▸ Data to use
══════════
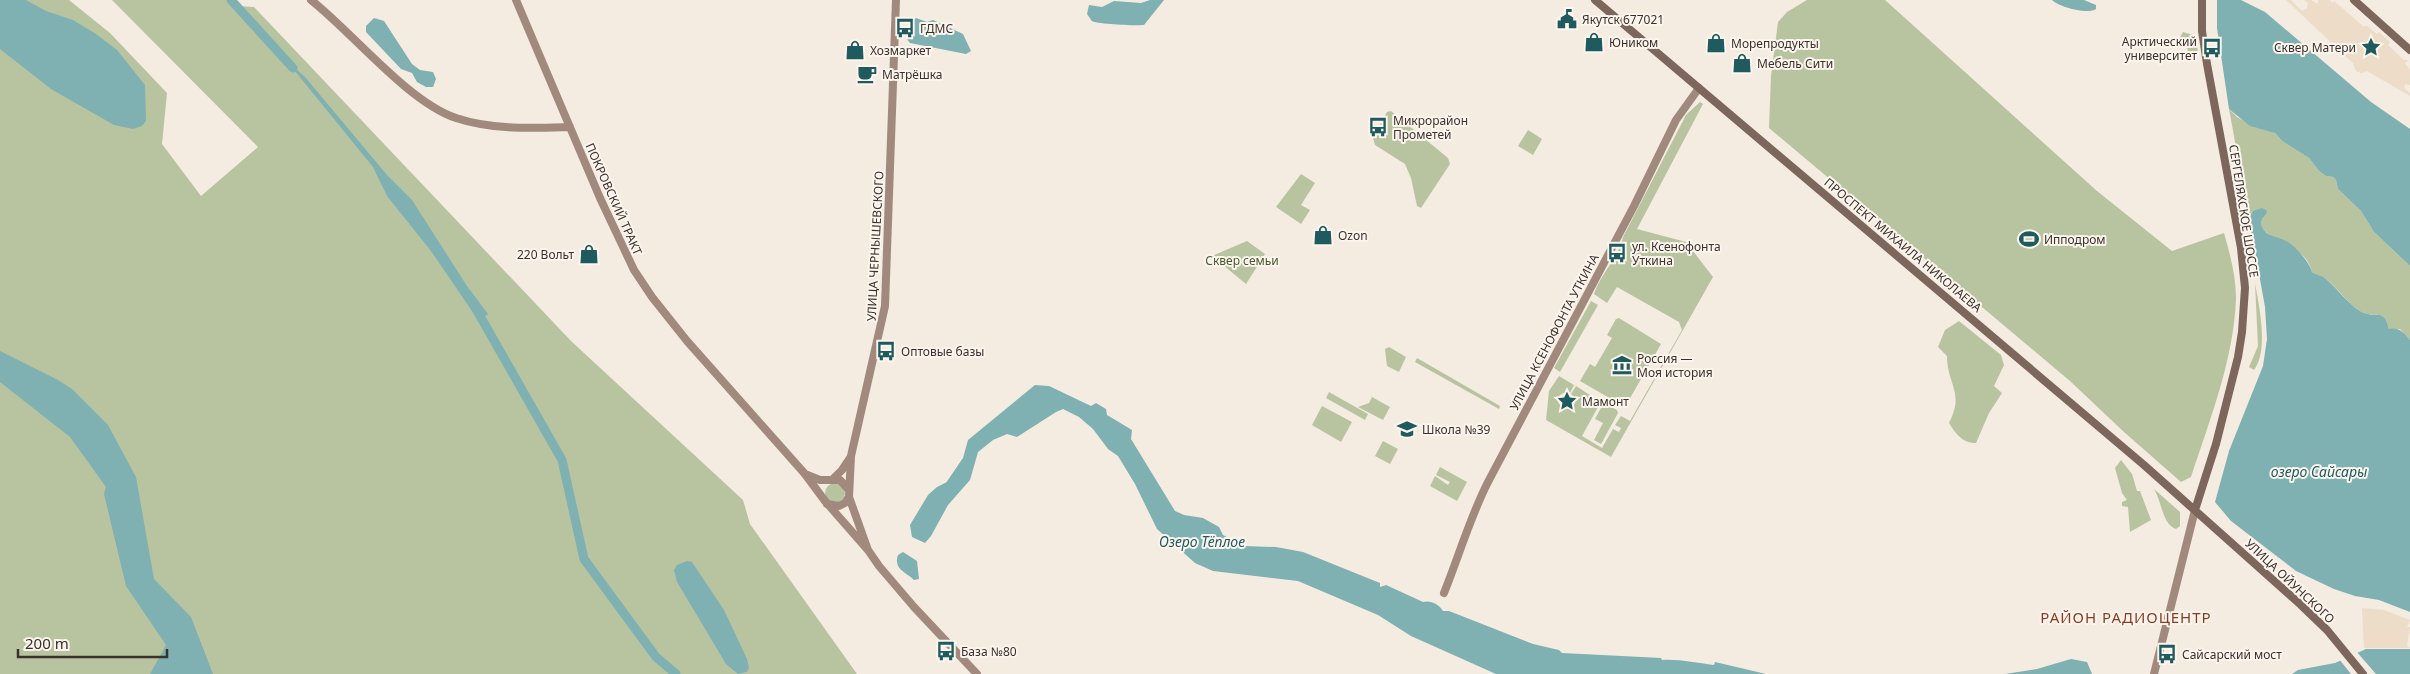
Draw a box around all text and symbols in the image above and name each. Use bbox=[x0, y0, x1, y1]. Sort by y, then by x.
public building icon: Якутск 677021 bbox=[1556, 8, 1578, 30]
place label: Якутск 677021 bbox=[1582, 11, 1664, 28]
bus stop icon: ГДМС bbox=[894, 17, 916, 39]
place label: ГДМС bbox=[920, 20, 953, 37]
shop icon: Юником bbox=[1583, 31, 1605, 53]
shop icon: Морепродукты bbox=[1705, 32, 1727, 54]
place label: Арктический университет bbox=[2122, 33, 2197, 64]
place label: Юником bbox=[1609, 34, 1658, 51]
place label: Морепродукты bbox=[1731, 35, 1819, 52]
place icon: Сквер Матери bbox=[2360, 36, 2382, 58]
bus stop icon: Арктический университет bbox=[2201, 37, 2223, 59]
shop icon: Хозмаркет bbox=[844, 39, 866, 61]
place label: Сквер Матери bbox=[2274, 39, 2356, 56]
place label: Хозмаркет bbox=[870, 42, 932, 59]
shop icon: Мебель Сити bbox=[1731, 52, 1753, 74]
place label: Мебель Сити bbox=[1757, 55, 1833, 72]
cafe icon: Матрёшка bbox=[856, 63, 878, 85]
place label: Матрёшка bbox=[882, 66, 942, 83]
place label: Микрорайон Прометей bbox=[1393, 112, 1468, 143]
bus stop icon: Микрорайон Прометей bbox=[1367, 116, 1389, 138]
street label: ПОКРОВСКИЙ ТРАКТ bbox=[582, 140, 647, 258]
street label: СЕРГЕЛЯХСКОЕ ШОССЕ bbox=[2225, 143, 2263, 279]
street label: УЛИЦА ЧЕРНЫШЕВСКОГО bbox=[863, 170, 887, 322]
street label: ПРОСПЕКТ МИХАИЛА НИКОЛАЕВА bbox=[1821, 174, 1986, 316]
shop icon: Ozon bbox=[1312, 224, 1334, 246]
place label: Ozon bbox=[1338, 227, 1368, 244]
sports icon: Ипподром bbox=[2018, 228, 2040, 250]
place label: Ипподром bbox=[2044, 231, 2106, 248]
place label: ул. Ксенофонта Уткина bbox=[1632, 238, 1721, 269]
bus stop icon: ул. Ксенофонта Уткина bbox=[1606, 242, 1628, 264]
shop icon: 220 Вольт bbox=[578, 243, 600, 265]
place label: 220 Вольт bbox=[517, 246, 574, 263]
street label: УЛИЦА КСЕНОФОНТА УТКИНА bbox=[1505, 251, 1603, 413]
park label: Сквер семьи bbox=[1205, 252, 1279, 269]
bus stop icon: Оптовые базы bbox=[875, 340, 897, 362]
place label: Оптовые базы bbox=[901, 343, 984, 360]
place label: Россия — Моя история bbox=[1637, 350, 1713, 381]
museum icon: Россия — Моя история bbox=[1611, 354, 1633, 376]
place icon: Мамонт bbox=[1556, 390, 1578, 412]
place label: Мамонт bbox=[1582, 393, 1629, 410]
school or university icon: Школа №39 bbox=[1396, 418, 1418, 440]
place label: Школа №39 bbox=[1422, 421, 1491, 438]
water label: озеро Сайсары bbox=[2271, 462, 2367, 481]
water label: Озеро Тёплое bbox=[1159, 532, 1245, 551]
street label: УЛИЦА ОЙУНСКОГО bbox=[2241, 535, 2339, 627]
district label: РАЙОН РАДИОЦЕНТР bbox=[2040, 607, 2212, 627]
scale bar bbox=[18, 626, 166, 658]
text: 200 m bbox=[25, 633, 69, 653]
bus stop icon: База №80 bbox=[935, 640, 957, 662]
place label: База №80 bbox=[961, 643, 1017, 660]
bus stop icon: Сайсарский мост bbox=[2156, 643, 2178, 665]
place label: Сайсарский мост bbox=[2182, 646, 2282, 663]

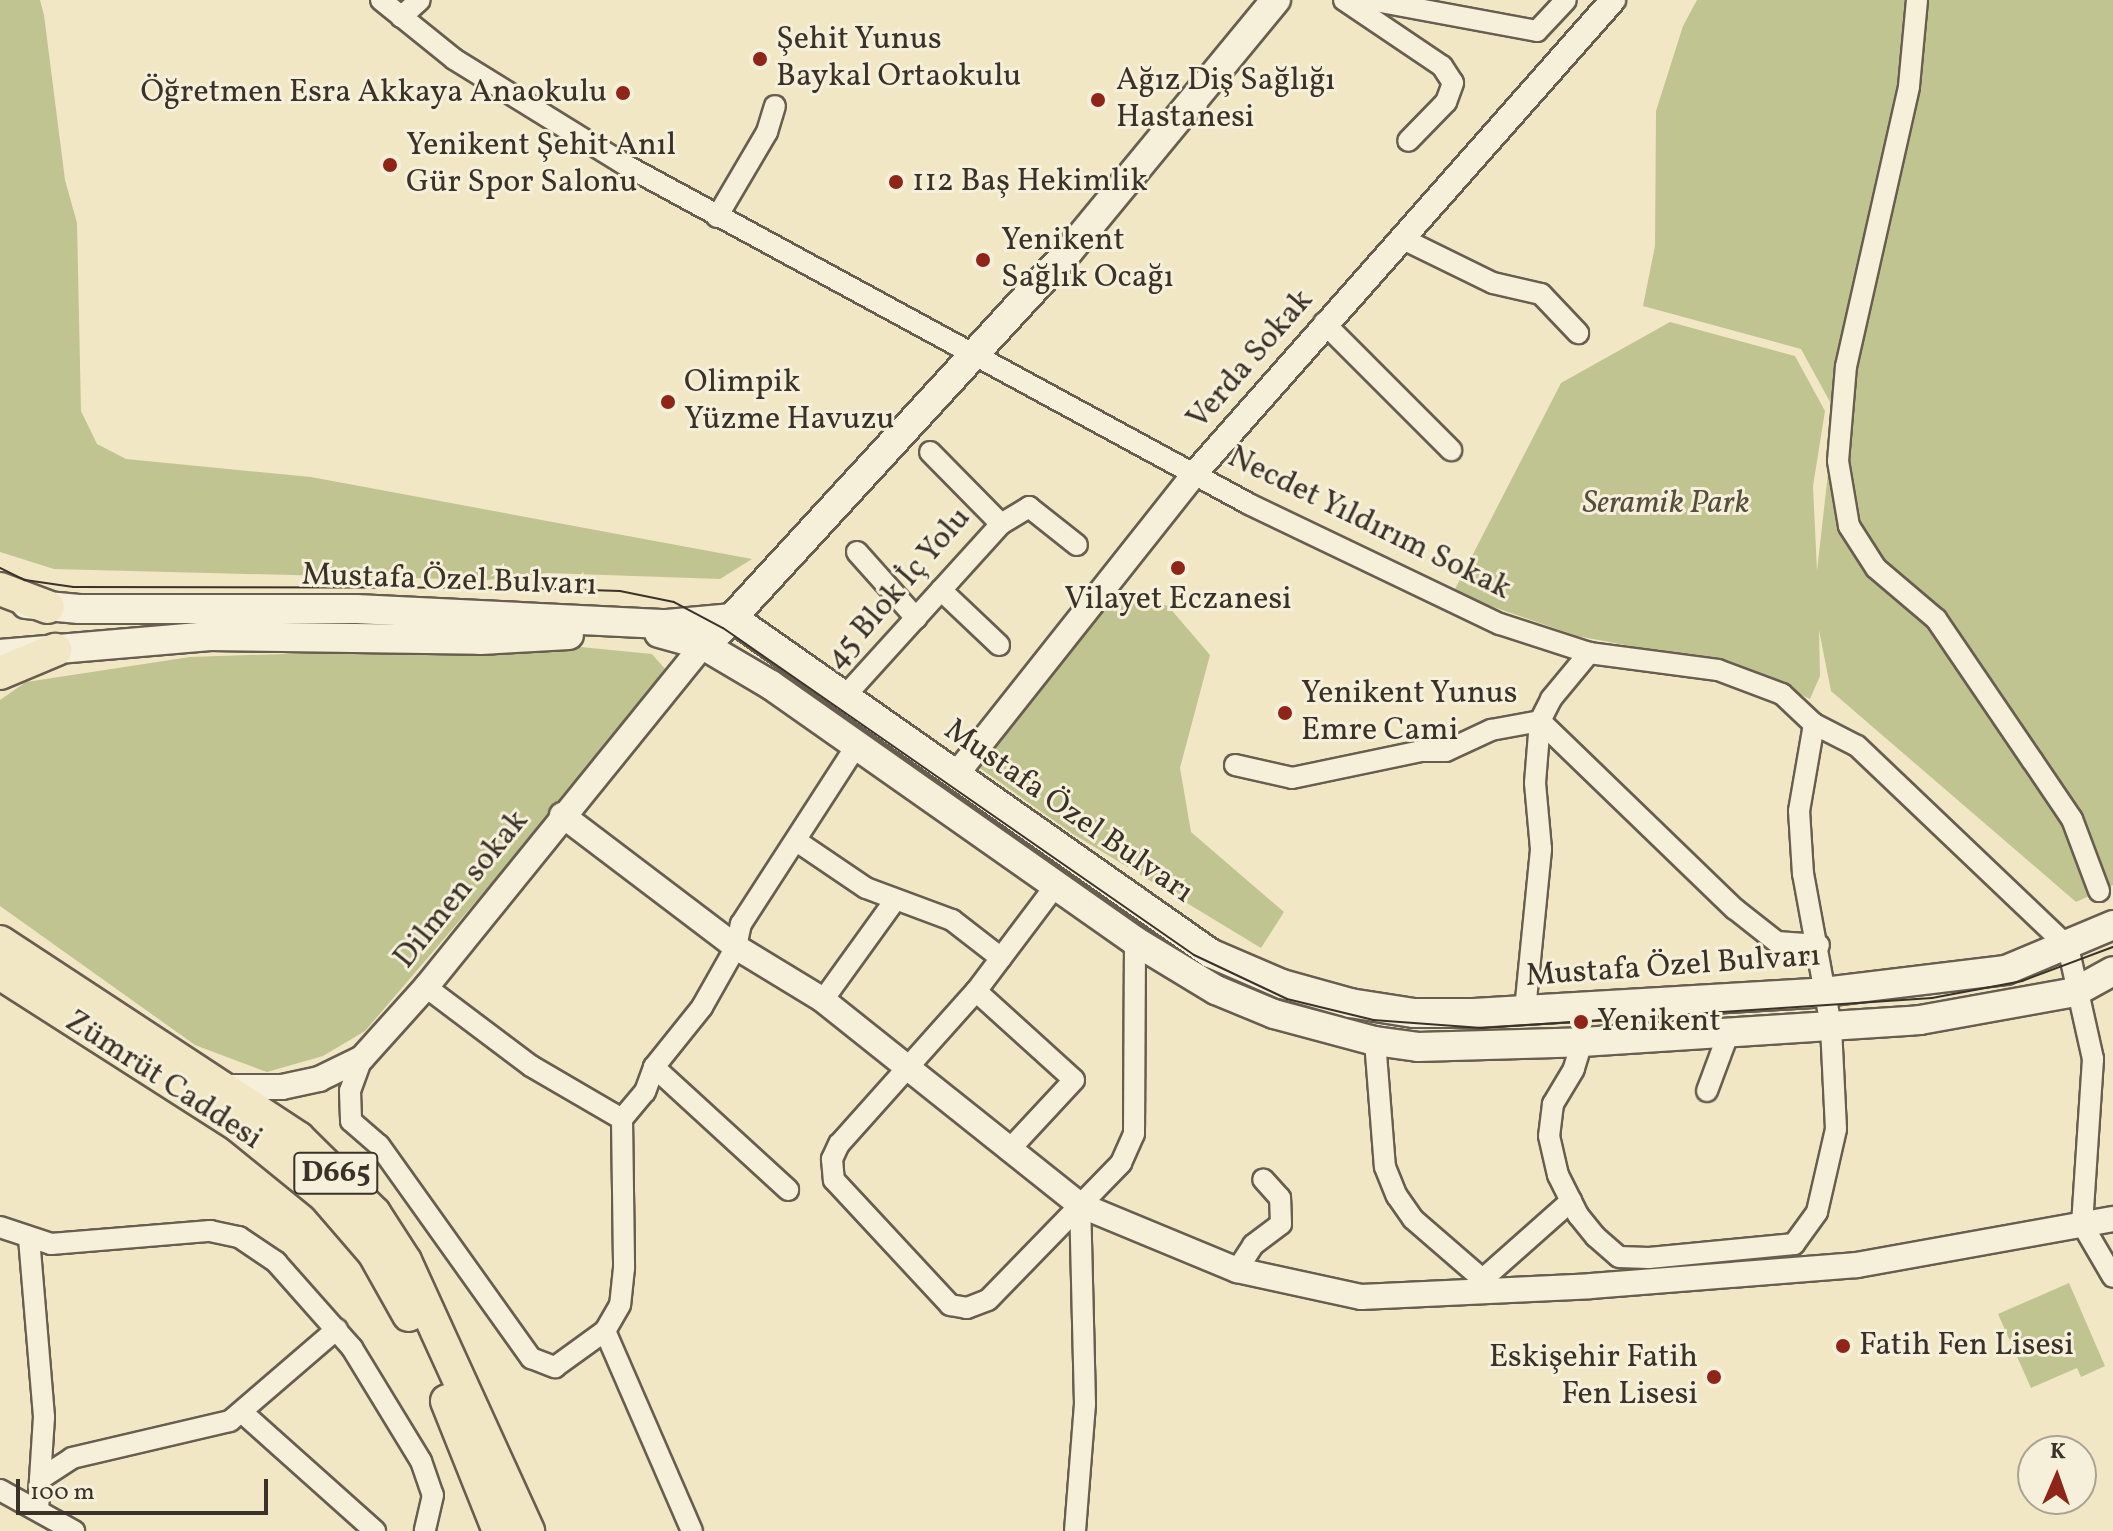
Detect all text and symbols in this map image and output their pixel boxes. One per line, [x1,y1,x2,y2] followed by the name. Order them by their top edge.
[776,22,1021,97] place label: Şehit Yunus Baykal Ortaokulu
[751,50,769,68] marker: Şehit Yunus Baykal Ortaokulu
[1116,63,1335,138] place label: Ağız Diş Sağlığı Hastanesi
[140,74,607,112] place label: Öğretmen Esra Akkaya Anaokulu
[614,84,632,102] marker: Öğretmen Esra Akkaya Anaokulu
[1087,89,1109,111] marker: Ağız Diş Sağlığı Hastanesi
[406,128,676,203] place label: Yenikent Şehit Anıl Gür Spor Salonu
[381,156,399,174] marker: Yenikent Şehit Anıl Gür Spor Salonu
[912,163,1148,201] place label: 112 Baş Hekimlik
[887,173,905,191] marker: 112 Baş Hekimlik
[1001,223,1174,298] place label: Yenikent Sağlık Ocağı
[972,249,994,271] marker: Yenikent Sağlık Ocağı
[1180,282,1322,438] street label: Verda Sokak
[684,365,895,440] place label: Olimpik Yüzme Havuzu
[659,393,677,411] marker: Olimpik Yüzme Havuzu
[1221,438,1517,610] street label: Necdet Yıldırım Sokak
[1582,485,1750,523] park label: Seramik Park
[818,500,980,678] street label: 45 Blok İç Yolu
[301,557,597,605] street label: Mustafa Özel Bulvarı
[1169,559,1187,577] marker: Vilayet Eczanesi
[1064,581,1292,619] place label: Vilayet Eczanesi
[1301,676,1519,751] place label: Yenikent Yunus Emre Cami
[1276,704,1294,722] marker: Yenikent Yunus Emre Cami
[936,712,1200,912] street label: Mustafa Özel Bulvarı
[386,803,538,977] street label: Dilmen sokak
[1524,938,1822,996] street label: Mustafa Özel Bulvarı
[57,1003,269,1159] street label: Zümrüt Caddesi
[1597,1003,1721,1041] place label: Yenikent
[1572,1013,1590,1031] marker: Yenikent
[292,1147,380,1199] road number: D665
[1859,1327,2074,1365] place label: Fatih Fen Lisesi
[1834,1337,1852,1355] marker: Fatih Fen Lisesi
[1489,1340,1698,1415] place label: Eskişehir Fatih Fen Lisesi
[1705,1368,1723,1386] marker: Eskişehir Fatih Fen Lisesi
[2017,1435,2097,1515] north arrow
[2049,1437,2066,1468] text: K
[20,1463,272,1513] scale bar
[30,1476,95,1510] text: 100 m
══════════
▸ What needs to be done
Could you transcribe the records above exactly, leaving out any pictures?

▸ Expected output
Draw a box around all text and symbols in the image above and name each. Use bbox=[x0, y0, x1, y1]. Sort by y, then by x.
public building icon: Якутск 677021 bbox=[1556, 8, 1578, 30]
place label: Якутск 677021 bbox=[1582, 11, 1664, 28]
bus stop icon: ГДМС bbox=[894, 17, 916, 39]
place label: ГДМС bbox=[920, 20, 953, 37]
shop icon: Юником bbox=[1583, 31, 1605, 53]
shop icon: Морепродукты bbox=[1705, 32, 1727, 54]
place label: Арктический университет bbox=[2122, 33, 2197, 64]
place label: Юником bbox=[1609, 34, 1658, 51]
place label: Морепродукты bbox=[1731, 35, 1819, 52]
place icon: Сквер Матери bbox=[2360, 36, 2382, 58]
bus stop icon: Арктический университет bbox=[2201, 37, 2223, 59]
shop icon: Хозмаркет bbox=[844, 39, 866, 61]
place label: Сквер Матери bbox=[2274, 39, 2356, 56]
place label: Хозмаркет bbox=[870, 42, 932, 59]
shop icon: Мебель Сити bbox=[1731, 52, 1753, 74]
place label: Мебель Сити bbox=[1757, 55, 1833, 72]
cafe icon: Матрёшка bbox=[856, 63, 878, 85]
place label: Матрёшка bbox=[882, 66, 942, 83]
place label: Микрорайон Прометей bbox=[1393, 112, 1468, 143]
bus stop icon: Микрорайон Прометей bbox=[1367, 116, 1389, 138]
street label: ПОКРОВСКИЙ ТРАКТ bbox=[582, 140, 647, 258]
street label: СЕРГЕЛЯХСКОЕ ШОССЕ bbox=[2225, 143, 2263, 279]
street label: УЛИЦА ЧЕРНЫШЕВСКОГО bbox=[863, 170, 887, 322]
street label: ПРОСПЕКТ МИХАИЛА НИКОЛАЕВА bbox=[1821, 174, 1986, 316]
shop icon: Ozon bbox=[1312, 224, 1334, 246]
place label: Ozon bbox=[1338, 227, 1368, 244]
sports icon: Ипподром bbox=[2018, 228, 2040, 250]
place label: Ипподром bbox=[2044, 231, 2106, 248]
place label: ул. Ксенофонта Уткина bbox=[1632, 238, 1721, 269]
bus stop icon: ул. Ксенофонта Уткина bbox=[1606, 242, 1628, 264]
shop icon: 220 Вольт bbox=[578, 243, 600, 265]
place label: 220 Вольт bbox=[517, 246, 574, 263]
street label: УЛИЦА КСЕНОФОНТА УТКИНА bbox=[1505, 251, 1603, 413]
park label: Сквер семьи bbox=[1205, 252, 1279, 269]
bus stop icon: Оптовые базы bbox=[875, 340, 897, 362]
place label: Оптовые базы bbox=[901, 343, 984, 360]
place label: Россия — Моя история bbox=[1637, 350, 1713, 381]
museum icon: Россия — Моя история bbox=[1611, 354, 1633, 376]
place icon: Мамонт bbox=[1556, 390, 1578, 412]
place label: Мамонт bbox=[1582, 393, 1629, 410]
school or university icon: Школа №39 bbox=[1396, 418, 1418, 440]
place label: Школа №39 bbox=[1422, 421, 1491, 438]
water label: озеро Сайсары bbox=[2271, 462, 2367, 481]
water label: Озеро Тёплое bbox=[1159, 532, 1245, 551]
street label: УЛИЦА ОЙУНСКОГО bbox=[2241, 535, 2339, 627]
district label: РАЙОН РАДИОЦЕНТР bbox=[2040, 607, 2212, 627]
scale bar bbox=[18, 626, 166, 658]
text: 200 m bbox=[25, 633, 69, 653]
bus stop icon: База №80 bbox=[935, 640, 957, 662]
place label: База №80 bbox=[961, 643, 1017, 660]
bus stop icon: Сайсарский мост bbox=[2156, 643, 2178, 665]
place label: Сайсарский мост bbox=[2182, 646, 2282, 663]

Detect all text and symbols in this map image and output their pixel boxes. One per line, [x1,y1,x2,y2] followed by the name. Order them by their top edge.
[776,22,1021,97] place label: Şehit Yunus Baykal Ortaokulu
[751,50,769,68] marker: Şehit Yunus Baykal Ortaokulu
[1116,63,1335,138] place label: Ağız Diş Sağlığı Hastanesi
[140,74,607,112] place label: Öğretmen Esra Akkaya Anaokulu
[614,84,632,102] marker: Öğretmen Esra Akkaya Anaokulu
[1087,89,1109,111] marker: Ağız Diş Sağlığı Hastanesi
[406,128,676,203] place label: Yenikent Şehit Anıl Gür Spor Salonu
[381,156,399,174] marker: Yenikent Şehit Anıl Gür Spor Salonu
[912,163,1148,201] place label: 112 Baş Hekimlik
[887,173,905,191] marker: 112 Baş Hekimlik
[1001,223,1174,298] place label: Yenikent Sağlık Ocağı
[972,249,994,271] marker: Yenikent Sağlık Ocağı
[1180,282,1322,438] street label: Verda Sokak
[684,365,895,440] place label: Olimpik Yüzme Havuzu
[659,393,677,411] marker: Olimpik Yüzme Havuzu
[1221,438,1517,610] street label: Necdet Yıldırım Sokak
[1582,485,1750,523] park label: Seramik Park
[818,500,980,678] street label: 45 Blok İç Yolu
[301,557,597,605] street label: Mustafa Özel Bulvarı
[1169,559,1187,577] marker: Vilayet Eczanesi
[1064,581,1292,619] place label: Vilayet Eczanesi
[1301,676,1519,751] place label: Yenikent Yunus Emre Cami
[1276,704,1294,722] marker: Yenikent Yunus Emre Cami
[936,712,1200,912] street label: Mustafa Özel Bulvarı
[386,803,538,977] street label: Dilmen sokak
[1524,938,1822,996] street label: Mustafa Özel Bulvarı
[57,1003,269,1159] street label: Zümrüt Caddesi
[1597,1003,1721,1041] place label: Yenikent
[1572,1013,1590,1031] marker: Yenikent
[292,1147,380,1199] road number: D665
[1859,1327,2074,1365] place label: Fatih Fen Lisesi
[1834,1337,1852,1355] marker: Fatih Fen Lisesi
[1489,1340,1698,1415] place label: Eskişehir Fatih Fen Lisesi
[1705,1368,1723,1386] marker: Eskişehir Fatih Fen Lisesi
[2017,1435,2097,1515] north arrow
[2049,1437,2066,1468] text: K
[20,1463,272,1513] scale bar
[30,1476,95,1510] text: 100 m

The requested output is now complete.